Pertanto, chiediamo al  Sindaco di dichiarare  lo Stato di Emergenza abitativa anche per quelle migliaia di famiglie che hanno aderito al Bando ERP che  disponeva solamente di 25 alloggi, scaduto lo scorso  Maggio, e per quelle centinaia di richieste in deroga di alloggi d’emergenza  presentate negli ultimi anni, che in questo momento permangono nell’indifferenza  sugli scaffali degli uffici comunali. Nel frattempo noi del Fronte Popolare Autorganizzato – SI Cobas Messina, continueremo ad
 organizzare degli incontri informativi con tutta la cittadinanza, affinché ogni abitante delle baraccopoli abbia gli strumenti di consapevolezza per vigilare su tutto il processo di sbaraccamento  che avverrà a fine Dicembre 2018.

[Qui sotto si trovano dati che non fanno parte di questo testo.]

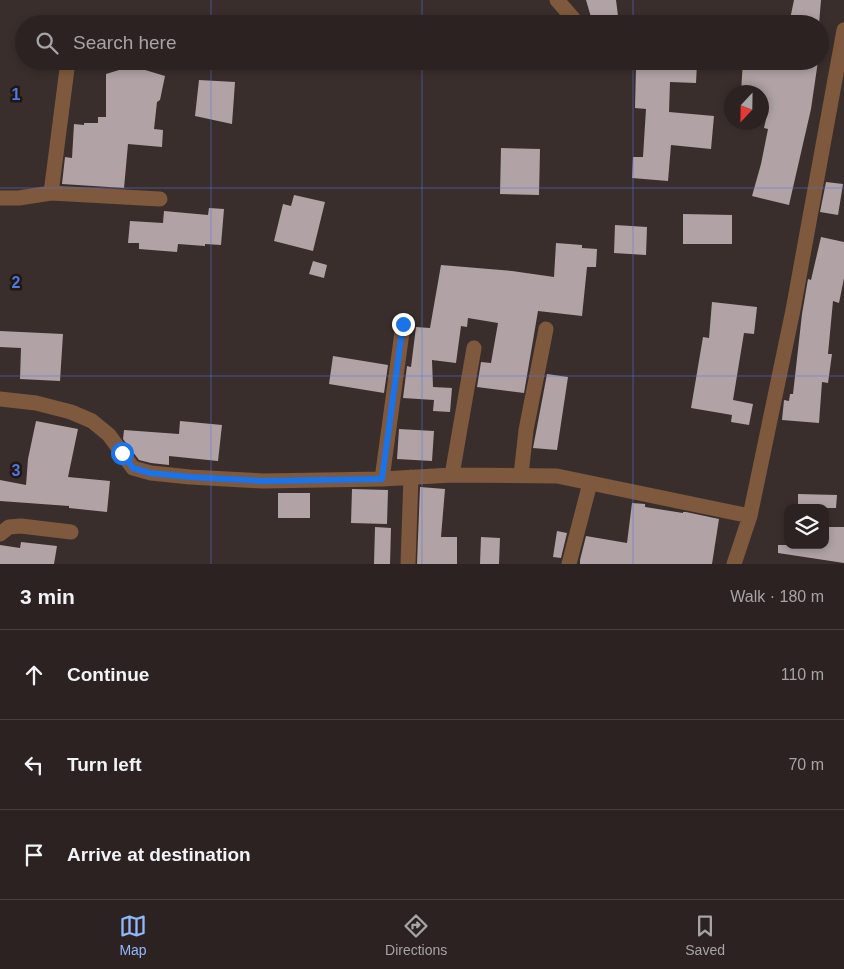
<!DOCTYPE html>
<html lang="en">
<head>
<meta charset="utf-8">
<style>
  :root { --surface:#2c2221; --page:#342a2a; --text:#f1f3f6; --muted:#a6a4a5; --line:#483f3f; --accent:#90b8fd }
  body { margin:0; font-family:Arial,sans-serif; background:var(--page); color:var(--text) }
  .controls { position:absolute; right:15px; bottom:15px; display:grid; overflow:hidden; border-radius:10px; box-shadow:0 2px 8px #0003 }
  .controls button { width:45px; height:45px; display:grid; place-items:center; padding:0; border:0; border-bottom:1px solid var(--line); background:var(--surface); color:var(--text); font:25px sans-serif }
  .compass { position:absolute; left:724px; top:85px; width:45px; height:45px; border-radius:50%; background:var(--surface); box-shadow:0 2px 8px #0003; rotate:202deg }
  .stop { position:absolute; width:15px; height:15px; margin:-11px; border:4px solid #1a73e8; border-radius:50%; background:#fff }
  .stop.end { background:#1a73e8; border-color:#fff; box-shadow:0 1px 5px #0008 }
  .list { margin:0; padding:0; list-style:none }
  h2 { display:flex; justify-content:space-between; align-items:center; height:65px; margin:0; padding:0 20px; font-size:21px }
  h2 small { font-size:16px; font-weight:400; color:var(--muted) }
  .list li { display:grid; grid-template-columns:32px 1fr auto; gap:15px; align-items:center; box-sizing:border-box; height:90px; padding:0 20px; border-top:1px solid var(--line) }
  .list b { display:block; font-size:19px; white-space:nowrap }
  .list em { font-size:16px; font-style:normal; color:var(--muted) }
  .icon { flex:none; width:28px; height:28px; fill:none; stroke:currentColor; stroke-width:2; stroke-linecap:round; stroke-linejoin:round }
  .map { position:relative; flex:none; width:844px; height:564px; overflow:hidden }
  .search { position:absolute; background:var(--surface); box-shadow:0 2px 8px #0003; left:15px; right:15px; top:15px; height:55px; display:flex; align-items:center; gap:12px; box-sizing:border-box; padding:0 18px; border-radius:28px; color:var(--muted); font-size:19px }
  .sheet { height:335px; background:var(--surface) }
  nav { display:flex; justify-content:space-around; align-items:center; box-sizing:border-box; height:70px; border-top:1px solid var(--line); background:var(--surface); font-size:14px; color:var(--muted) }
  nav a { display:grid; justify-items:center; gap:2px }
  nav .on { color:var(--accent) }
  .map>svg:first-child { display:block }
  .building { fill:#b1a3a5 }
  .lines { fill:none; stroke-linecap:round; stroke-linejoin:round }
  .minor { stroke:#7e593d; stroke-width:15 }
  .route { stroke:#1a73e8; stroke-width:6 }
  .grid { fill:none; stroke:#5477de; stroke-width:1; stroke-opacity:0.55 }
  .grid-label { font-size:16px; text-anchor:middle; font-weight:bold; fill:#5477de; stroke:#1d1817; stroke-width:5; stroke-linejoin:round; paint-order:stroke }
</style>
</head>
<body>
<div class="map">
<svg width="844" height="564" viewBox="0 0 844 564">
  <rect width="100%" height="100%" fill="#3a2e2c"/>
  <!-- building -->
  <path class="building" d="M 586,0 L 616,0 L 619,24 L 593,24 Z
    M 794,0 L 821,0 L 819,24 L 789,24 Z
    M 743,61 L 768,62 L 804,68 L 805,61 L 818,61 L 811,109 L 789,205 L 752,196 L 761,164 L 768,129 L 764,128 L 769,106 L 762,105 L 762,92 L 741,92 Z
    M 682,64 L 697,64 L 696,83 L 670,82 L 669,112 L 714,116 L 711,149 L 671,145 L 668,181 L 632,178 L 633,157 L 643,157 L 646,109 L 635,108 L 636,66 L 682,68 Z
    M 132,66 L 165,76 L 160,100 L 157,102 L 154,129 L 163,130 L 162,147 L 128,144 L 124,188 L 62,184 L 65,157 L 72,158 L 74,124 L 84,125 L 84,123 L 98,123 L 98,117 L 106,117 L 106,74 Z
    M 199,80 L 235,82 L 232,124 L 195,116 Z
    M 501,148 L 540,149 L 539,195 L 500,194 Z
    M 826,182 L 843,184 L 838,215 L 820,212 Z
    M 294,195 L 325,202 L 313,251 L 274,241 L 283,204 L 291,206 Z
    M 209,208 L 224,209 L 221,245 L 205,244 L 205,246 L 178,244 L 177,252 L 139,249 L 139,243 L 128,243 L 130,221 L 163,223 L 164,211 L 208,215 Z
    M 683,214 L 732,215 L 732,244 L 683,244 Z
    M 615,225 L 647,227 L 646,255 L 614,253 Z
    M 821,237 L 844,242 L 844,278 L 839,303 L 833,301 L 828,354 L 832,354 L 828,383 L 822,382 L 819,423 L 782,420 L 784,400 L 789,401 L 790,394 L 793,394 L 802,314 L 808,279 L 811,280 Z
    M 556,243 L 582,245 L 582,248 L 597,249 L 596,267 L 587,267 L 582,316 L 538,311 L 524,393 L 477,387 L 481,362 L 491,363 L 498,323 L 468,318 L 467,327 L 461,326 L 456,363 L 432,360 L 433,387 L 452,388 L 450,412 L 433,411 L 434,400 L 403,398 L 407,366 L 411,367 L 416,327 L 430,328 L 441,265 L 512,271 L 554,277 Z
    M 313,261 L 327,265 L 324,278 L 309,274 Z
    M 712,302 L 757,307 L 754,334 L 744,333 L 733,400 L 753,404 L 749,425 L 731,422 L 732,415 L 691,408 L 703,337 L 709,338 Z
    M 0,331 L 63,334 L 60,381 L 20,379 L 21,348 L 0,347 Z
    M 333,356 L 388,365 L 384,393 L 329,384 Z
    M 547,374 L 568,377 L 557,450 L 533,448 Z
    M 36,421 L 78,429 L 68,477 L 110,481 L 107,512 L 69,508 L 69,506 L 0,501 L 0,480 L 26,485 L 28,459 Z
    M 180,421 L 222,425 L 218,461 L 169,456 L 169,465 L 151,463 L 139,460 L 123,439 L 124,430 L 179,434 Z
    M 399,429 L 434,431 L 432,461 L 397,459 Z
    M 420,487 L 445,489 L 441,537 L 457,537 L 457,564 L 417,564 Z
    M 352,489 L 388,490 L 387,524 L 351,523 Z
    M 278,493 L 310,493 L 310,518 L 278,518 Z
    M 798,494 L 837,495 L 836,508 L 798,508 Z
    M 632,503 L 645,504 L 645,507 L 683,513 L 683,512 L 686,512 L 719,519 L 712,564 L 580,564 L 580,560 L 586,536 L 627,543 Z
    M 375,527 L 391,528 L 390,564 L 374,564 Z
    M 825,527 L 844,527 L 844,563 L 778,553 L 778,545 L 825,545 Z
    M 557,531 L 567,533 L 561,558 L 553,557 Z
    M 481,537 L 500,538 L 499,564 L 480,564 Z
    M 21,542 L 57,546 L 54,564 L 0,564 L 0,545 L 20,548 Z"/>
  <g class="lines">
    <!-- minor -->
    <path class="minor" d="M 557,0 L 578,24
      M 51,193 L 68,61
      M 0,198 L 19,198 L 51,193 L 160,199
      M 0,399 L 36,403 L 71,412 L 92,421 L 109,435 L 133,468 L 151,473 L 190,477 L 263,481 L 382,479 L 452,475 L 557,476 L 750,516
      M 452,475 L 474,348
      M 521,475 L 526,430 L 546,329
      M 382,479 L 403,325
      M 0,534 L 9,527 L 21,526 L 71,532
      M 408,564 L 411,477
      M 569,564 L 590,483
      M 734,564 L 750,516 L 793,310 L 844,30"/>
  </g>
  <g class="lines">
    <!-- route -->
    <path class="route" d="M 122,453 L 133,468 L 150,473 L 190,477 L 263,481 L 382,479 L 403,324"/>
  </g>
  <!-- grid -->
  <path class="grid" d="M 211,0 L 211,24M 422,0 L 422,24M 633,0 L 633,24M 211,61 L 211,564M 422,61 L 422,564M 633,61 L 633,564M 0,188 L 844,188M 0,376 L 844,376"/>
  <g class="grid-label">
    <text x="16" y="100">1</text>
    <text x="16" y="288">2</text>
    <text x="16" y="476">3</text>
  </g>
</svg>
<div class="controls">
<button><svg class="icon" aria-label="layers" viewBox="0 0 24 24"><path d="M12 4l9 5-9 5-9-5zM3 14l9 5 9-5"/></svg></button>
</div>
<svg class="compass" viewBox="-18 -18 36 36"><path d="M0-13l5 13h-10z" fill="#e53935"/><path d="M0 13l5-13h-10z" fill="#a6a4a5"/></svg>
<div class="stop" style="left:122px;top:453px"></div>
<div class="stop end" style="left:403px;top:324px"></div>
<div class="search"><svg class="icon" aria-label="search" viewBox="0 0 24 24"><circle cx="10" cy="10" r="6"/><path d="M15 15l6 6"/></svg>Search here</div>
</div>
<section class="sheet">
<h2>3 min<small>Walk · 180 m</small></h2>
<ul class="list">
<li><svg class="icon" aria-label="ahead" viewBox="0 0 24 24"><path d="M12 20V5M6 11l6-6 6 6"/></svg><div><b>Continue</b></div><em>110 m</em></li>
<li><svg class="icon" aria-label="left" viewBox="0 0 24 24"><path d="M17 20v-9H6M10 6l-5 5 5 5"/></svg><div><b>Turn left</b></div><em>70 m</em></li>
<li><svg class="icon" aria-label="arrive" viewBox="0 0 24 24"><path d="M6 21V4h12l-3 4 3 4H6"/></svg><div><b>Arrive at destination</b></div></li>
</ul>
</section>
<nav>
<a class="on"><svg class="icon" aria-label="map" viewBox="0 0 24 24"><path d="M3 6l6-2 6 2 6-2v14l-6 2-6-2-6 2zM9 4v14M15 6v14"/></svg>Map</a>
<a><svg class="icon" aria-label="directions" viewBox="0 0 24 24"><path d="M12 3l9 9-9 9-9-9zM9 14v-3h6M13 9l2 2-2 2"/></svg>Directions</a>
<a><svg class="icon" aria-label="saved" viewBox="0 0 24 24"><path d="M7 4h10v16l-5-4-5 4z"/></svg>Saved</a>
</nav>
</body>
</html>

Ribadiamo ancora una volta il nostro consenso nel optare all’acquisto di alloggi da privati, ma insistiamo nell’evidenziare la necessità di avviare una Conferenza di Servizi con Prefettura, Enel, Amam, IACP, Agenzia delle Entrate, Agenzia del Territorio, Demanio, Assessore e Dipartimento Politiche per la Casa e O.O.S.S. per un censimento approfondito e l’avvio di controlli incrociati di tutti gli immobili di edilizia residenziale pubblica vuoti nella Provincia di Messina, in quanto riteniamo che questo processo, sia l’ABC, per la risoluzione del disagio abitativo. Inoltre crediamo sia necessario ottimizzare l’esistente, promuovere l’utilizzo di beni immobili pubblici abbandonati da riconvertire a scopi abitativi, al fine di tutelare l’ambiente ed evitare ulteriori cementificazioni.